Bulk load data into Apache Phoenix using psql

Apache Phoenix is an open source, massively parallel relational database built on Apache HBase. Phoenix provides SQL-like queries over HBase. Phoenix uses JDBC drivers to enable users to create, delete, and alter SQL tables, indexes, views and sequences, and upsert rows individually and in bulk. Phoenix uses noSQL native compilation rather than using MapReduce to compile queries, to create low-latency applications on top of HBase. Phoenix adds coprocessors to support running client-supplied code in the address space of the server, executing the code colocated with the data. This minimizes client/server data transfer. To work with data using Phoenix in HDInsight, first create tables and then load data into them.

Bulk loading with Apache Phoenix

There are multiple ways to get data into HBase including using client APIs, a MapReduce job with TableOutputFormat, or inputting the data manually using the HBase shell. Phoenix provides two methods for loading CSV data into Phoenix tables: a client loading tool named psql, and a MapReduce-based bulk load tool.

The psql tool is single-threaded and is best suited for loading megabytes or gigabytes of data. All CSV files to be loaded must have the '.csv' file extension. You can also specify SQL script files in the psql command line with the '.sql' file extension.

Bulk loading with MapReduce is used for much larger data volumes, typically in production scenarios, as MapReduce uses multiple threads.

Before you start loading data, verify that Phoenix is enabled and that query timeout settings are as expected. Access your HDInsight cluster Apache Ambari dashboard, select HBase, and then the Configuration tab. Scroll down to verify that Apache Phoenix is set to enabled as shown:

Apache Phoenix HDInsight Cluster Settings.

Use psql to bulk load tables

  1. Create a file called createCustomersTable.sql, and copy the code below into the file. Then save and close the file.

    CREATE TABLE Customers (
        ID varchar NOT NULL PRIMARY KEY,
        Name varchar,
        Income decimal,
        Age INTEGER,
        Country varchar);
    
  2. Create a file called listCustomers.sql, and copy the code below into the file. Then save and close the file.

    SELECT * from Customers;
    
  3. Create a file called customers.csv, and copy the code below into the file. Then save and close the file.

    1,Samantha,260000.0,18,US
    2,Sam,10000.5,56,US
    3,Anton,550150.0,42,Norway
    
  4. Create a file called customers2.csv, and copy the code below into the file. Then save and close the file.
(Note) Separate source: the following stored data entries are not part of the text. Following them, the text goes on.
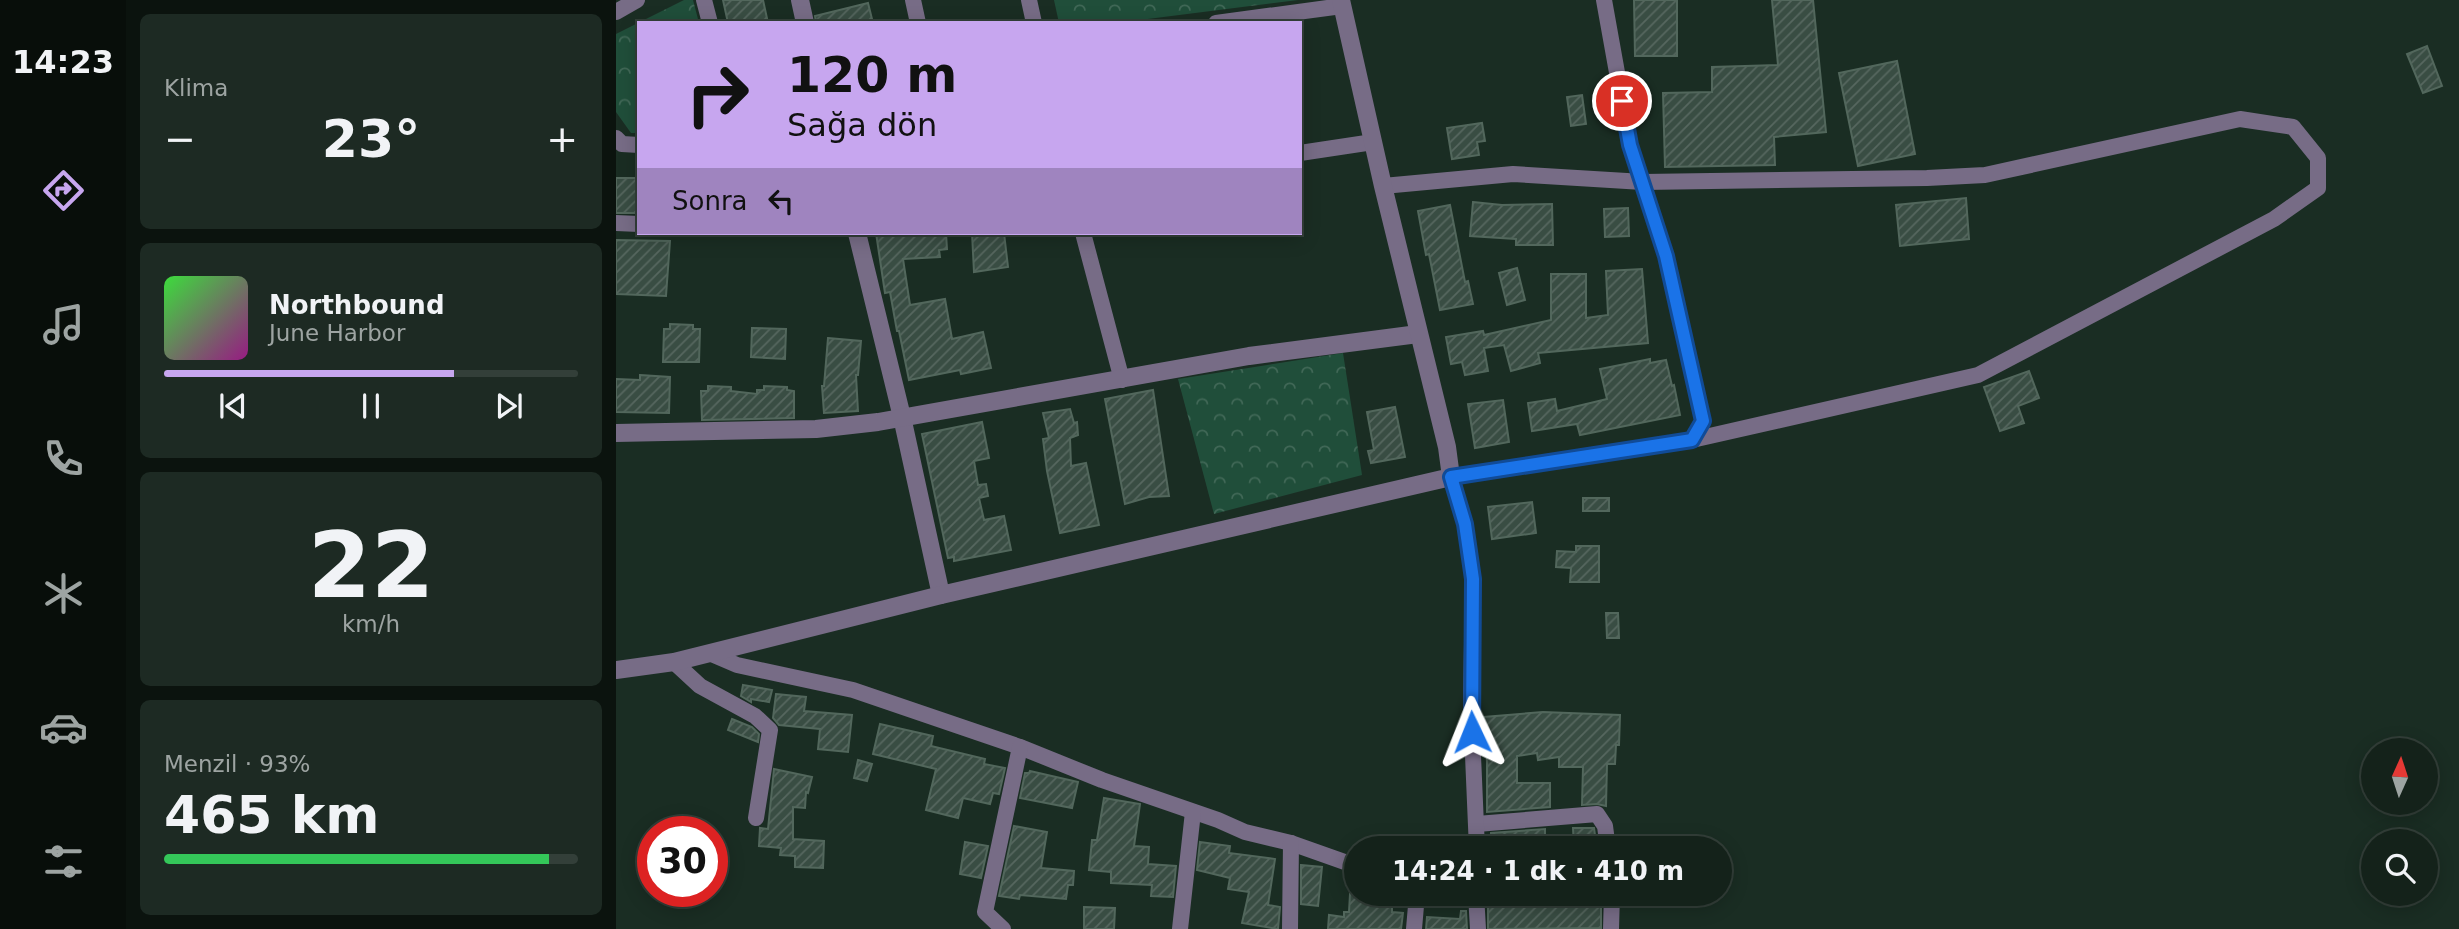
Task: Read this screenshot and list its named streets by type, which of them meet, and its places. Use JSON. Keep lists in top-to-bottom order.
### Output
{
  "north": "top",
  "page": {
    "tabs": "14:23",
    "tile": [
      "Klima",
      ["22", "km/h"],
      ["Menzil · 93%", "465 km"]
    ],
    "turn": ["120 m", "Sağa dön"],
    "heat": ["−", "23°", "+"],
    "then": "Sonra",
    "song": ["Northbound", "June Harbor"],
    "limit": "30",
    "trip": "14:24 · 1 dk · 410 m"
  }
}
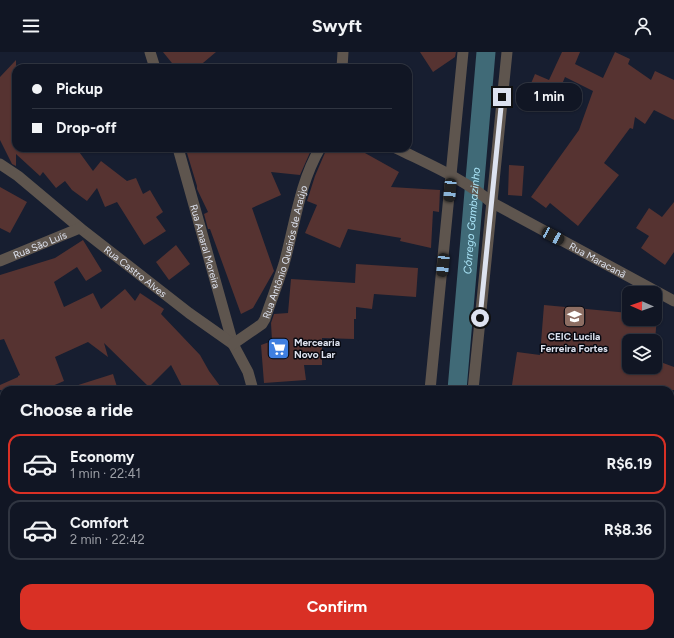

    4,Nicolle,180000.0,22,US
    5,Kate,210000.5,24,Canada
    6,Ben,45000.0,32,Poland
    
  5. Open a command prompt and change directory to the location of the newly created files. Replace CLUSTERNAME, below, with the actual name of your HBase cluster. Then execute the code to upload the files to the headnode of your cluster:

    scp customers.csv customers2.csv createCustomersTable.sql listCustomers.sql sshuser@CLUSTERNAME-ssh.azurehdinsight.net:/tmp
    
  6. Use ssh command to connect to your cluster. Edit the command below by replacing CLUSTERNAME with the name of your cluster, and then enter the command:

    ssh sshuser@CLUSTERNAME-ssh.azurehdinsight.net
    
  7. From your ssh session, change directory to the location of the psql tool. Execute the command below:

    cd /usr/hdp/current/phoenix-client/bin
    
  8. Bulk load the data. The code below will both create the Customers table and then upload the data.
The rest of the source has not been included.